=== Try it ===
Every line containing the word "highway" is to be copied from the data below.

┄┄┄┄┄┄┄┄┄┄┄┄┄┄┄┄┄┄┄┄

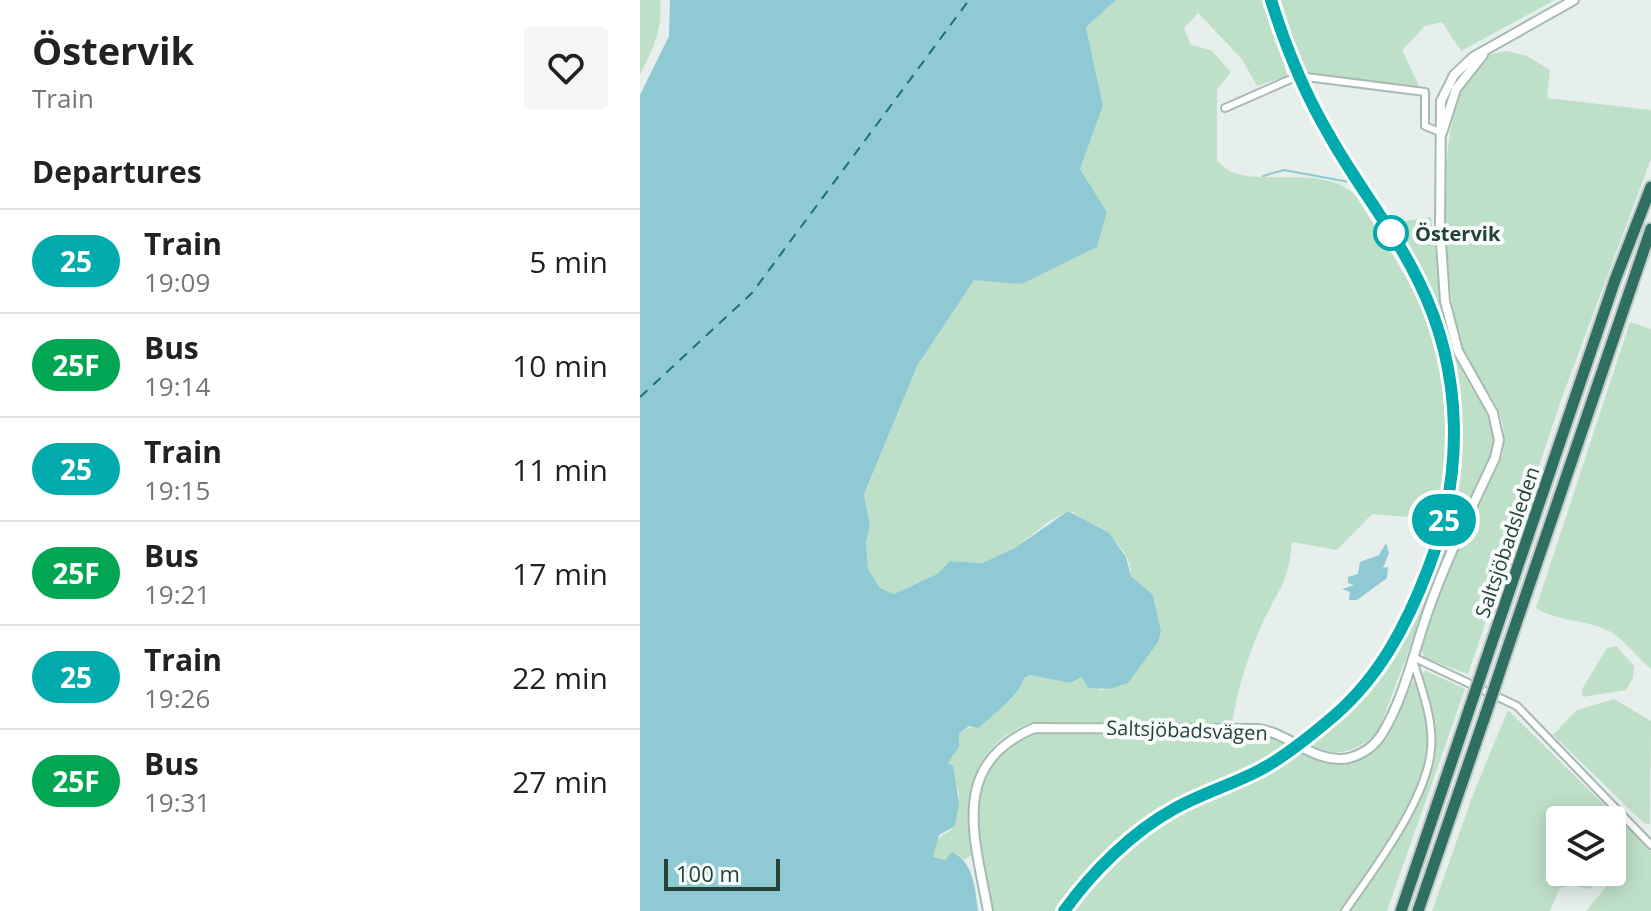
<!DOCTYPE html>
<html lang="en">
<head>
<meta charset="utf-8">
<style>
  :root { --surface:#fff; --page:#f6f6f6; --text:#222; --muted:#767676; --line:#e0e0e0 }
  body { margin:0; font-family:"Open Sans",sans-serif; background:var(--page); color:var(--text); height:100vh; display:flex; flex-direction:column; font-size:30px; white-space:nowrap }
  * { box-sizing:border-box; margin:0 }
  p { font-size:26px; color:var(--muted) }
  .icon { flex:none; width:44px; height:44px; fill:none; stroke:currentColor; stroke-width:2; stroke-linecap:round; stroke-linejoin:round }
  .map { position:relative; flex:1; overflow:hidden }
  .side { display:flex; flex-direction:column; background:var(--surface); width:640px }
  .side>* { flex:none }
  .badge { padding:0 16px; border-radius:26px; font-size:28px; line-height:52px }
  .fabs { position:absolute; left:906px; top:806px; display:grid; gap:16px }
  .fabs a { display:grid; place-items:center; width:80px; height:80px; border-radius:8px; background:var(--surface); box-shadow:0 4px 20px #0003; font-size:40px }
  .scale { position:absolute; left:24px; bottom:20px; width:116px; box-sizing:border-box; padding-left:8px; border:4px solid #24423a; border-top:0; font-size:22px; line-height:28px; white-space:nowrap; color:#24423a; -webkit-text-stroke:6px #f7fbf9; paint-order:stroke }
  .map>.badge { position:absolute; translate:-50% -50%; box-shadow:0 0 0 4px #fff }
  h2 { padding:0 32px; font-size:30px; line-height:72px }
  .round { display:grid; place-items:center; flex:none; width:84px; height:84px; border-radius:8px; background:var(--page) }
  .overview { display:flex; align-items:center; justify-content:space-between; height:136px; padding:0 32px }
  h1 { font-size:38px; font-weight:700; line-height:60px }
  ul { padding:0; list-style:none }
  li { display:flex; align-items:center; gap:24px; height:104px; padding:0 32px; border-top:2px solid var(--line) }
  li div { flex:1 }
  li b { display:block; font-size:30px }
  li em { font-style:normal }
  li .badge { min-width:88px; font-weight:700; text-align:center }
  main { display:flex; flex:1; min-height:0 }
  .map>svg:first-child { display:block }
  .green { fill:#bfe0c8; fill-rule:evenodd }
  .water { fill:#8ec9d4 }
  .lines { fill:none; stroke-linecap:round; stroke-linejoin:round }
  .stream { stroke:#8ec9d4; stroke-width:2 }
  .ferry { stroke:#1c6f80; stroke-width:2; stroke-dasharray:10 8; stroke-linecap:butt }
  .street-casing { stroke:#a8b8b2; stroke-width:10 }
  .secondary-casing { stroke:#a4bbb3; stroke-width:12 }
  .highway-casing { stroke:#c2cac8; stroke-width:15 }
  .street { stroke:#fff; stroke-width:6 }
  .secondary { stroke:#fff; stroke-width:8 }
  .highway { stroke:#2f6f62; stroke-width:11 }
  .rail-casing { stroke:#5f7d75; stroke-width:5 }
  .rail { stroke:#f7fbf9; stroke-width:2; stroke-dasharray:6; stroke-linecap:butt }
  .highway-bridge-casing { stroke:#c2cac8; stroke-width:15; stroke-linecap:butt }
  .highway-bridge { stroke:#2f6f62; stroke-width:11 }
  .line-casing { stroke:#fff; stroke-width:18 }
  .line { stroke:#00aaad; stroke-width:12 }
  .stop-dot { fill:#fff; stroke:#00aaad; stroke-width:4 }
  .labels { text-anchor:middle; dominant-baseline:central; stroke-width:8; stroke-linejoin:round; paint-order:stroke }
  .stop-label { font-size:20px; font-weight:bold; fill:#24423a; stroke:#f7fbf9; text-anchor:start }
  .street-label { font-size:20px; fill:#24423a; stroke:#f7fbf9 }
</style>
</head>
<body>
<main>
<section class="side">
<div class="overview"><div><h1>Östervik</h1><p>Train</p></div><a class="round"><svg class="icon" aria-label="heart" viewBox="0 0 24 24"><path d="M12 20l-8-8c-3-5 5-10 8-4 3-6 11-1 8 4z"/></svg></a></div>
<h2>Departures</h2>
<ul>
<li><span class="badge" style="background:#00aaad;color:#fff">25</span><div><b>Train</b><p>19:09</p></div><em>5 min</em></li>
<li><span class="badge" style="background:#00a651;color:#fff">25F</span><div><b>Bus</b><p>19:14</p></div><em>10 min</em></li>
<li><span class="badge" style="background:#00aaad;color:#fff">25</span><div><b>Train</b><p>19:15</p></div><em>11 min</em></li>
<li><span class="badge" style="background:#00a651;color:#fff">25F</span><div><b>Bus</b><p>19:21</p></div><em>17 min</em></li>
<li><span class="badge" style="background:#00aaad;color:#fff">25</span><div><b>Train</b><p>19:26</p></div><em>22 min</em></li>
<li><span class="badge" style="background:#00a651;color:#fff">25F</span><div><b>Bus</b><p>19:31</p></div><em>27 min</em></li>
</ul>
</section>
<div class="map">
<svg width="1011" height="911" viewBox="0 0 1011 911">
  <rect width="100%" height="100%" fill="#e6efeb"/>
  <path class="green" d="M0,0H20C23,30 13,48 0,75Z
    M476,0H629L647,76L617,86L602,59L558,13L544,28L551,45L571,50L591,72L577,89V160C601,194 672,162 709,190C722,200 733,226 743,240C805,334 828,417 798,529L770,517L732,514L697,550L652,542C648,585 640,586 623,622C608,655 598,688 592,723L392,722C330,746 324,794 335,853L324,860L317,854L305,860L292,857C294,833 303,839 315,826L319,793L308,763L315,753L319,734L365,705L378,692L385,677L390,675L430,683L442,677L460,690C494,689 505,657 521,631L513,595L491,576C491,541 455,530 433,512L428,511L408,522L375,548L342,563L311,561L297,574L254,594L240,588L228,569L226,542L230,525L224,496L277,366L334,279L382,284L457,247L467,212L440,169L463,106L446,27Z
    M636,0H915L821,51L802,22L785,26L762,50L780,88L663,74Z
    M867,51L887,56L910,70L907,98L1011,110V159L924,392L828,674L785,658L781,650L802,583L862,457C873,402 837,391 822,347C803,288 787,91 849,55C854,53 862,52 867,51Z
    M791,217L805,323L824,375L854,425L855,440L853,453L790,594L738,732C714,754 696,757 664,746C694,721 724,697 746,664C817,560 837,427 795,309C785,279 763,251 747,224Z
    M990,322L1011,329V669C992,653 982,634 957,626C936,619 914,620 896,608Z
    M976,646L994,666L993,678L986,690L943,697L942,689L967,648Z
    M786,671L825,689L747,911H429C456,873 496,834 537,812C577,790 620,776 657,750C671,760 687,765 705,763C768,755 746,693 786,671Z
    M974,699L1011,721L1010,824H1005L913,735L937,710Z
    M868,710L1011,851V911H946L966,887L961,883L948,889L931,885L920,888L910,911H792L834,792ZM920,820H972V872H920Z
    M395,731L624,734L652,745C615,771 571,784 531,806C487,832 449,870 419,911H353C340,831 311,779 395,731Z"/>
  <path class="water" d="M30,0H476L446,27L463,106L440,169L467,212L457,247L382,284L334,280L277,366L224,495L230,525L226,542L228,569L240,588L254,594L297,574L310,561L342,563L375,548L428,511L469,533L486,557L491,576L513,595L521,631L518,642L488,683L470,689L448,688L442,677L430,683L390,675L385,677L378,691L365,705L338,728L329,726L319,734V747L308,763L313,766L319,803L315,826L299,835L293,857L305,860L312,852C334,862 335,890 338,911H0V95L29,36Z
    M746,543L749,553L743,568L748,567L747,578L717,600H709L710,592L702,589L714,585L708,583V577L718,574L720,562L739,555Z"/>
  <g class="lines">
    <path class="stream" d="M623,176L644,170L709,182"/>
    <path class="ferry" d="M0,397L112,293L329,0"/>
    <g class="street-casing">
      <path id="street" d="M585,108L651,79L666,77L785,92V126L802,133
        M773,657L877,706L1011,845
        M705,911C734,869 786,801 791,750C794,719 781,688 773,660"/>
    </g>
    <g class="secondary-casing">
      <path id="secondary" d="M802,133L816,89L843,55
        M348,911C335,838 308,765 394,728L618,729C650,733 675,765 709,758C723,754 734,747 742,734C766,695 775,645 791,603C809,553 833,505 855,458L859,440L853,413L818,351L805,301L800,228L801,101L814,75L833,57L934,0"/>
    </g>
    <g class="highway-casing">
      <path id="highway" d="M851,645L975,280L1011,187
        M867,650L1011,229
        M761,911L830,707
        M778,911L846,713"/>
    </g>
    <use href="#street" class="street"/>
    <use href="#secondary" class="secondary"/>
    <use href="#highway" class="highway"/>
    <g class="rail-casing">
      <path id="rail" d="M424,911C453,872 492,832 534,809C564,792 598,783 627,766C651,752 674,733 695,715C740,676 766,624 788,569C825,476 823,373 779,282C754,230 716,184 688,133C664,92 645,45 631,0"/>
    </g>
    <use href="#rail" class="rail"/>
    <g class="highway-bridge-casing">
      <path id="highway-bridge" d="M830,707L851,645
        M846,713L867,650"/>
    </g>
    <use href="#highway-bridge" class="highway-bridge"/>
  </g>
  <g class="lines">
    <g class="line-casing">
      <path id="line" d="M424,911C452,872 492,832 534,809C564,792 598,783 627,766C651,752 674,733 695,715C740,676 767,624 788,569C824,476 824,373 779,282C754,230 716,184 688,133C664,92 645,45 631,0"/>
    </g>
    <use href="#line" class="line"/>
  </g>
  <circle class="stop-dot" cx="751" cy="233" r="16"/>
  <g class="labels">
    <g class="stop-label">
      <text x="775" y="233">Östervik</text>
    </g>
    <g class="street-label">
      <text transform="translate(867 542) rotate(-71)">Saltsjöbadsleden</text>
      <text transform="translate(547 730) rotate(2)">Saltsjöbadsvägen</text>
    </g>
  </g>
</svg>
<div class="fabs">
<a><svg class="icon" aria-label="layers" viewBox="0 0 24 24"><path d="M12 4l9 5-9 5-9-5zM3 14l9 5 9-5"/></svg></a>
</div>
<div class="scale">100 m</div>
<b class="badge" style="left:804px;top:520px;background:#00aaad;color:#fff">25</b>
</div>
</main>
</body>
</html>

┄┄┄┄┄┄┄┄┄┄┄┄┄┄┄┄┄┄┄┄

=== Expected answer ===
  .highway-casing { stroke:#c2cac8; stroke-width:15 }
  .highway { stroke:#2f6f62; stroke-width:11 }
  .highway-bridge-casing { stroke:#c2cac8; stroke-width:15; stroke-linecap:butt }
  .highway-bridge { stroke:#2f6f62; stroke-width:11 }
    <g class="highway-casing">
      <path id="highway" d="M851,645L975,280L1011,187
    <use href="#highway" class="highway"/>
    <g class="highway-bridge-casing">
      <path id="highway-bridge" d="M830,707L851,645
    <use href="#highway-bridge" class="highway-bridge"/>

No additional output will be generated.